There are, today, peculiar forces tending to produce group fear. People are herded into and within cities more than ever; they are divorced from the land, from mother nature, and from the influence of the soil and the growing things thereon. They are led to think that certain countries are over-populated and that they cannot promote self-development so readily as in former times. Land monopoly and taxation are at the root of these retrogressions. If all taxes were abolished and the public's only proper revenue, the land rent from occupants of sites were collected, then everyone could hold in full the products of his labor and get the interest on his capital. The natural initiative, industry and creativeness of man, in other words, self-determination would then be fostered. Hindrances to production and exchange and to international friendliness would disappear; and people would be better distributed on the ground and in occupations. ... But eyes to see these things are blinded. For people's minds are darkened by superstitions, and biased by early training and environment. The worst superstition constituting the greatest iniquity of all ages is particularly hard to root out; it is, that anyone can own the earth. The cloud of this iniquity is perceived from time to time hanging over society; but the means of dispelling it are not easy to learn. For example, the Communists of Russia have done much towards getting rid of private property in land; and they have accomplished a great deal the bring about self-determination of individuals and races. Consequently, they are not aggressively- minded towards their neighbors. But they have not banished fear. They have built vast armaments and have developed frightful preparedness for wars. This is because they have not discovered the necessary measures to banish the great iniquity and to ensure freedom. The vital law of rent is not known to them. They still have taxes, particularly those covertly extracted by profits on State monopoly enterprises. Therefore, Communism is based on bloodshed and has cause for fearing neighbors. It has been founded on slaughter and is a dictatorship. It is no antidote to Fascism.
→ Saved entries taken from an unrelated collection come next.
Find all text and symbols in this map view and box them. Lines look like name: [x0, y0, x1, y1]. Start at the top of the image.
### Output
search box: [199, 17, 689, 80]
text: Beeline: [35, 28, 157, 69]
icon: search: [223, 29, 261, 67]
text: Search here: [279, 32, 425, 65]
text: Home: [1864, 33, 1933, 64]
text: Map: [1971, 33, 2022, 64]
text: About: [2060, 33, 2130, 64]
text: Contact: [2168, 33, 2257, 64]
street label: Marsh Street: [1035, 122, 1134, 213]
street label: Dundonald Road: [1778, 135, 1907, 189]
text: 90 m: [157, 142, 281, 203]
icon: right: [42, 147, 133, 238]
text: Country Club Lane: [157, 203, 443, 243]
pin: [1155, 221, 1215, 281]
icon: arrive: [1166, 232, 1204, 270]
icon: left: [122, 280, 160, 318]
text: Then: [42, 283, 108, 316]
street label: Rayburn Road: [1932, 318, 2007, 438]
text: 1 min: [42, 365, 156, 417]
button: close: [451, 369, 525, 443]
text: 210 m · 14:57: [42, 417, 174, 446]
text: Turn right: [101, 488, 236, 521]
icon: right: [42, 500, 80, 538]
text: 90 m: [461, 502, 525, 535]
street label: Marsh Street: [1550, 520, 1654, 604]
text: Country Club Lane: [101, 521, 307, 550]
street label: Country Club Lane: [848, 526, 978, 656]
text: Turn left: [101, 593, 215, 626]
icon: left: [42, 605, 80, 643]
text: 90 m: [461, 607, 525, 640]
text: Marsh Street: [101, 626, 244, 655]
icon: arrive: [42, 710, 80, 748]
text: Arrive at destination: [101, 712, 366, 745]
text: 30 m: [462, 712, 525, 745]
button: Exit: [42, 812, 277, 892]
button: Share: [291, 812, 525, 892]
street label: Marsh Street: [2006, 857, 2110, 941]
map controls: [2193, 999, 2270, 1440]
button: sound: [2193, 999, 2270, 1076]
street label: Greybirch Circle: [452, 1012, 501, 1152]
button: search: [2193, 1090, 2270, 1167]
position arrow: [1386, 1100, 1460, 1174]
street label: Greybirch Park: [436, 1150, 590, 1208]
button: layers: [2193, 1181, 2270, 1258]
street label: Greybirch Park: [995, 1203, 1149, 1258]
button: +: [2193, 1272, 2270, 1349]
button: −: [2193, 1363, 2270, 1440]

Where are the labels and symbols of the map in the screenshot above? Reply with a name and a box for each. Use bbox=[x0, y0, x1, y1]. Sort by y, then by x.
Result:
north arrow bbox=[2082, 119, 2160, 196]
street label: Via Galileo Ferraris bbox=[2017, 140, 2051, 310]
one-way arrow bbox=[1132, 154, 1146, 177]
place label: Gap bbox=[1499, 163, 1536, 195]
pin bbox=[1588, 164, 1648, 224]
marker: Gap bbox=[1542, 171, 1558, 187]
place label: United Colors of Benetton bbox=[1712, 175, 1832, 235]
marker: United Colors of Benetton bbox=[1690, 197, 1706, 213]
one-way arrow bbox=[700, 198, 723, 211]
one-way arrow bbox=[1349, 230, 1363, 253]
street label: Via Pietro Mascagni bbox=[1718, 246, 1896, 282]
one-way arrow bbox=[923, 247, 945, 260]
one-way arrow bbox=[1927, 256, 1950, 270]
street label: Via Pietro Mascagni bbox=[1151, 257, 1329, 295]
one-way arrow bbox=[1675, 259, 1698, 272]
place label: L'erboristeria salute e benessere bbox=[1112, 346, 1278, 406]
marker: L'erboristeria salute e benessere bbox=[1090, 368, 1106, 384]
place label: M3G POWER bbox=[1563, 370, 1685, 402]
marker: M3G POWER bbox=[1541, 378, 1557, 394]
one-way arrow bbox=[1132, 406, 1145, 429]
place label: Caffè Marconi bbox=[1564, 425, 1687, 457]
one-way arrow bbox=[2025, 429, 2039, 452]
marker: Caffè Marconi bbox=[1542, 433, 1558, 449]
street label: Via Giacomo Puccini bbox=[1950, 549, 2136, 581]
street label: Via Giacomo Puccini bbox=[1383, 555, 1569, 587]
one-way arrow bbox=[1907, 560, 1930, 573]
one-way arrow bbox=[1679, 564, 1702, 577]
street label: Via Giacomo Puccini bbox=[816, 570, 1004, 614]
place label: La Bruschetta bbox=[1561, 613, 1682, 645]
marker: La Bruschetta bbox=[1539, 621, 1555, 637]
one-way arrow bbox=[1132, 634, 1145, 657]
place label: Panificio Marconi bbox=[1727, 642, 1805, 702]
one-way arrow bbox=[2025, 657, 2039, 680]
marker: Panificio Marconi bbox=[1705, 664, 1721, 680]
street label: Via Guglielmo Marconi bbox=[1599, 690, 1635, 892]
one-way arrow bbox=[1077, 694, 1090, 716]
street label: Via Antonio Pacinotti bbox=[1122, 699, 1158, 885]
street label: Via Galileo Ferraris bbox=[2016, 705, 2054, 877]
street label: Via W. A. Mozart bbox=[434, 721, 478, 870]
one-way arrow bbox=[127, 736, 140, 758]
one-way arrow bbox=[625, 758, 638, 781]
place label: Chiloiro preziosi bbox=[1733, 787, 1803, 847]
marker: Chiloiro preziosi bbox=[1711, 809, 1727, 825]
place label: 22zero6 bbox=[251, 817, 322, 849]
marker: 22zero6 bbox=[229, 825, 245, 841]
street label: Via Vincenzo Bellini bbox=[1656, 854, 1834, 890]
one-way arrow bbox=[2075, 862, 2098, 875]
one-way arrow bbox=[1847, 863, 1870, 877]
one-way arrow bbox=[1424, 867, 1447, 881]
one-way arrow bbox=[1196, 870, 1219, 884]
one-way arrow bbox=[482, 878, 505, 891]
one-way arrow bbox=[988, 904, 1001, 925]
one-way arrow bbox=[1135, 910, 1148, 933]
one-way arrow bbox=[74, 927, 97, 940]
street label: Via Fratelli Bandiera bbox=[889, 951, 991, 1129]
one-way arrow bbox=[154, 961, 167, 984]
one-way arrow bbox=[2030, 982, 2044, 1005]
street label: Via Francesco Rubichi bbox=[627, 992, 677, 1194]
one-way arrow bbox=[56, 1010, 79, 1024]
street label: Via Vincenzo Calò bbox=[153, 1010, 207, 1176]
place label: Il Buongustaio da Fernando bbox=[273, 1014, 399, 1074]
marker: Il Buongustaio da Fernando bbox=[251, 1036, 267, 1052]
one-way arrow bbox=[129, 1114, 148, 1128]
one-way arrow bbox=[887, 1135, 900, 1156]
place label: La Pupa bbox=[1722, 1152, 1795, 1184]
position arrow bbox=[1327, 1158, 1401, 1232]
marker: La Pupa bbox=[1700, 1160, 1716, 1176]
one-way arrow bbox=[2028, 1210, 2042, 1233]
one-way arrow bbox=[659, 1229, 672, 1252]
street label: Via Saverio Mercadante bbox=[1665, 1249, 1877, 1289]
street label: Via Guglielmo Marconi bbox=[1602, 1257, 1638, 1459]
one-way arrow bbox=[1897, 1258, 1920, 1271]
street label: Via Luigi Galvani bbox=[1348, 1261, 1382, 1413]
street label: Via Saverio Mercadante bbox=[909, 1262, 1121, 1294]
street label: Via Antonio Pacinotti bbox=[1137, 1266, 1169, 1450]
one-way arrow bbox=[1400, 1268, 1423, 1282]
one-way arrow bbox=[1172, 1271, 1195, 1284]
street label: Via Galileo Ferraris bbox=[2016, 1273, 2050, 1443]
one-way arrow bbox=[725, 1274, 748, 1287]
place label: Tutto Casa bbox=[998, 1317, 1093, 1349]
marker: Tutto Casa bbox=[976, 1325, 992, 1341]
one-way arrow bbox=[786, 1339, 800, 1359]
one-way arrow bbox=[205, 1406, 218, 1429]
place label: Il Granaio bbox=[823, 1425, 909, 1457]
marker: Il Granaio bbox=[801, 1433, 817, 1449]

To study briefly the mental development of the individuals who make up the herd: The psychology of the individual is largely determined by the influences which act at a very early age. In spite of modern teaching few young children can grow up in an atmosphere of freedom. They are seldom even looked at with unbiased eyes, for adults are blinded by the prejudices and pre-occupations they have themselves acquired. Those who do not understand what freedom is are very apt to blame human nature for society going askew. Similarly, few indeed are those persons throughout history who have taught that the child may be right. At last people are beginning to learn that not only the small difficulties of the child and the great ones of adult life, but also that social unrest and chaos are just mistakes which better knowledge can rectify. A child is handicapped by his parents finding themselves unable to give him the necessary materials and understanding for his work. Again, a youth is often forced to take up an occupation for which he has no liking. Creativeness and self-expression are thwarted.

1. Aldus Huxley Beyond the Mexique Bay.

2. See my book on The Growth and Distribution of Population. (Geo. Allen & Un- win, Ltd., London, and J. Wiley & Son New York, 1935).